Published online by Cambridge University Press: 28 November 2024
The dissensions which go hand in hand with the unfolding of sacrifice begin to take on new forms which reach beyond the executions themselves, after the promulgation of the 1990 Constitution. This democratic turning point in the history of Nepal led to a weakening of the monarchy and to critics of the ‘sacrificial’ organisation of society. The questioning of consecrated forms of violence within a renewed political framework already occurred after the fall of the Rana and the opening of the country to foreigners in 1951. At that time, a first democratic regime which lasted from 1951 to 1959 led to the introduction in 1963 of a new code of law in which the notion of caste and its associated notions of social pollution and contamination were expunged. Following the 1990 Constitution, which re-established political parties that had been banned for thirty years, the Indigenous peoples organised themselves into associations to work towards their emancipation. From them emerged the very first organised protest against sacrifice, targeting Dasaĩ, the supreme moment of the reaffirmation of Hindu power. The Untouchable castes, now federated under the name Dalit, also created associations for the defence and promotion of their group, which advocated boycotting the consumption of sacrificial remains. And animal sacrifice finally became the object of growing opposition in urban and educated circles, who began to contest its violence. In this arguably more diffuse type of activism, the opposition to sacrifice is the most radical, in the sense that it does not target the place or role of a group in the sacrificial system, but its actual core, the ritual killing of animals itself.
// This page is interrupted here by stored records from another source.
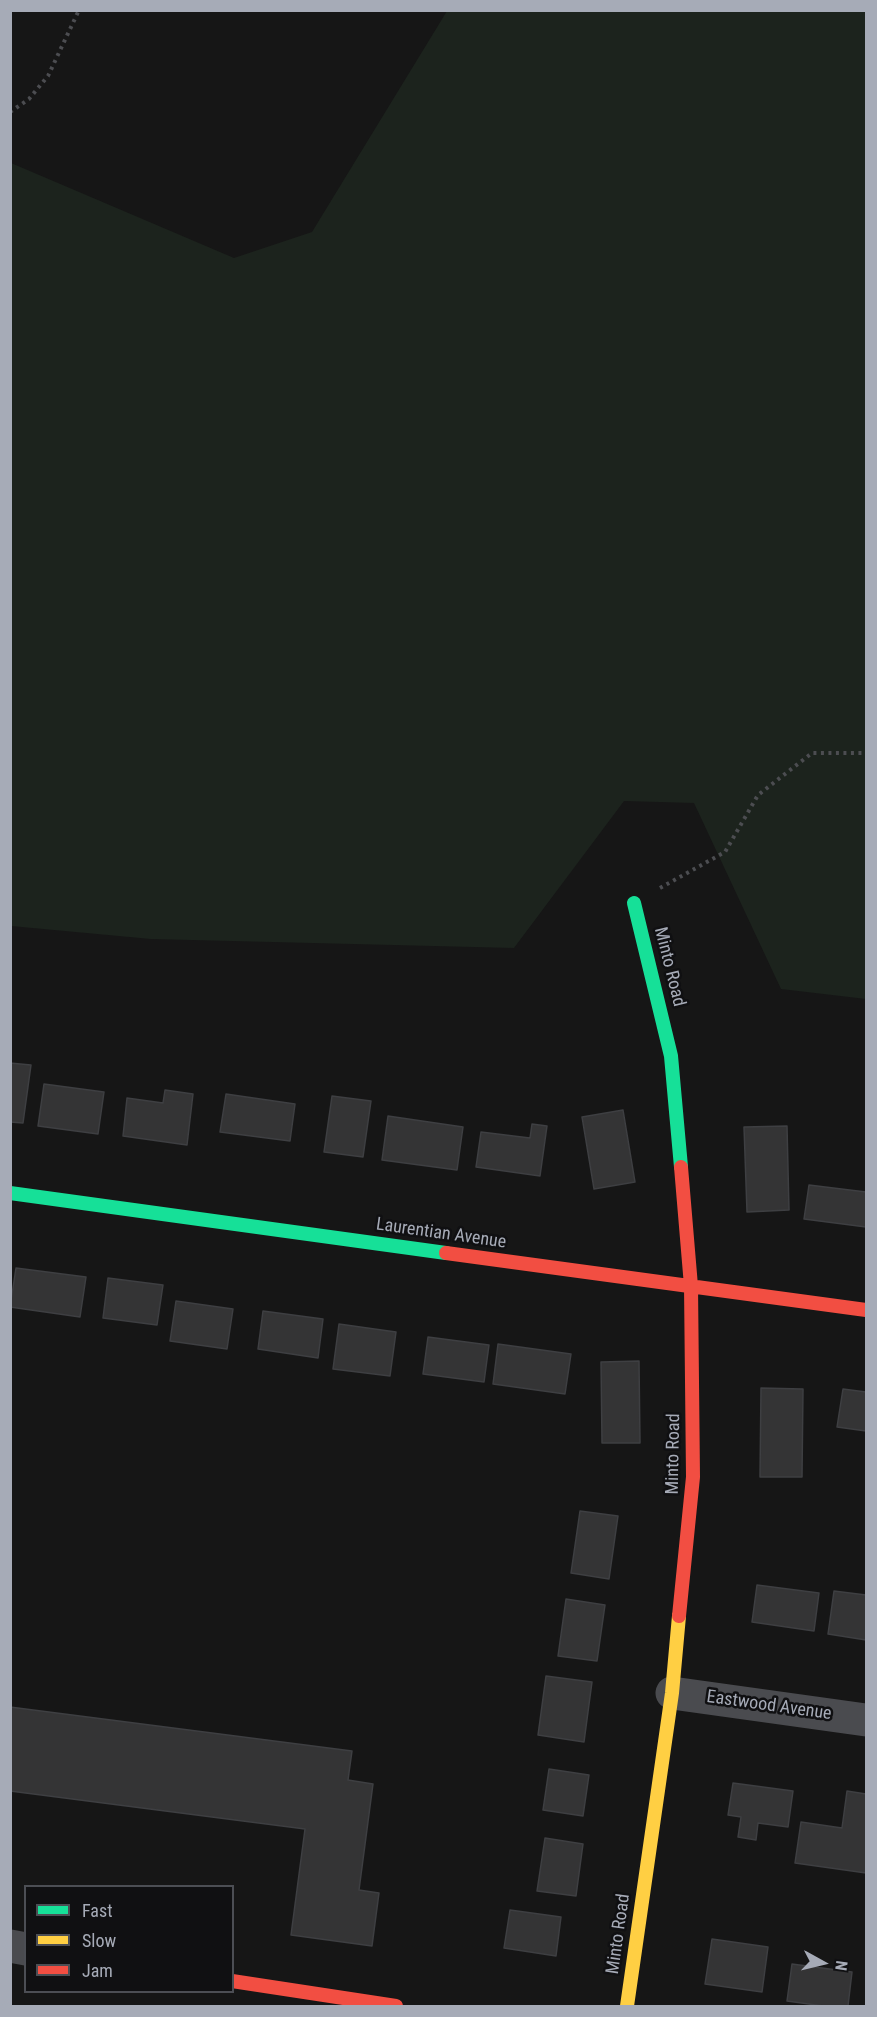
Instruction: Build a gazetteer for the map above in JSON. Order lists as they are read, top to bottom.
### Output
{
  "streets": {
    "street": ["Minto Road", "Laurentian Avenue", "Eastwood Avenue"]
  },
  "crossings": [
    ["Minto Road", "Laurentian Avenue"],
    ["Minto Road", "Eastwood Avenue"]
  ],
  "legend": ["Fast", "Slow", "Jam"],
  "north": "right"
}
From this point on, conflicts over sacrifice became more than disputes over local issues of power and governance, with each of the protesting groups supported by an ever-growing network, the most extensive of which being the ‘anti’ animal killing, who combine followers of a purified Hinduism, as practised in India, and international animal rights organisations, both of whom advocate vegetarianism.
In this second context of democratisation the Nepalese Maoist party developed during the second half of the 1990s, growing so large that they ended up eclipsing the entire political landscape.